Den Opener macht ich mit dem BGH, Beschl. v. 23.07.2024 – 3 StR 134/24.

Folgender Sachverhalt: Der Angeklagte und der nicht revidierende Mitangeklagte wurden für eine Vorführung beim Haftrichter von R. nach T. gebracht und dort gemeinsam in einer Gewahrsamszelle untergebracht. Zuvor hatte das AG die akustische Innenraumüberwachung dieses Haftraums angeordnet. Als Grund für die gemeinsame Unterbringung teilten die Ermittlungsbeamten den Angeklagten wahrheitswidrig mit, alle anderen Gewahrsamszellen seien belegt. Im Rahmen der Überwachung wurde ein Gespräch aufgezeichnet, in dem der Angeklagte versuchte, den Mitangeklagten zu überreden, die Verantwortung für die Tat auf sich zu nehmen und den Angeklagten zu entlasten.

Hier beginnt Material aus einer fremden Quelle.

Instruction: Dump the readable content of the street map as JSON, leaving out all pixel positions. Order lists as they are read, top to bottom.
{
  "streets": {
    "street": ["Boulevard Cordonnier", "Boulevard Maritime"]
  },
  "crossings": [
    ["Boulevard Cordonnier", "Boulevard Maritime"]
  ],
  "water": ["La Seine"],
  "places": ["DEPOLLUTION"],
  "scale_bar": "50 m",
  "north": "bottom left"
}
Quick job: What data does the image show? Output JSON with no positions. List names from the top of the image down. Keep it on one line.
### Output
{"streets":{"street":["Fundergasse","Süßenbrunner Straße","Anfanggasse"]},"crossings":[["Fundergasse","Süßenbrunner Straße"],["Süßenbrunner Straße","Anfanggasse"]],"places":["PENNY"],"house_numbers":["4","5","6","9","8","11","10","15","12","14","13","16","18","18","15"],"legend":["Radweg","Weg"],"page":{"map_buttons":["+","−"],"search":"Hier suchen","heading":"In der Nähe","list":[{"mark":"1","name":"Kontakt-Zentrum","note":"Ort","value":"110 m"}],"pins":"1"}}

Der Angeklagte hat der Verwertung dieses Gesprächs in der Hauptverhandlung widersprochen. Das LG hat die Angaben der Angeklagten als verwertbar angesehen.S eine Revision blieb erfolglos:

„3. Davon unabhängig hat die Verfahrensrüge in der Sache keinen Erfolg.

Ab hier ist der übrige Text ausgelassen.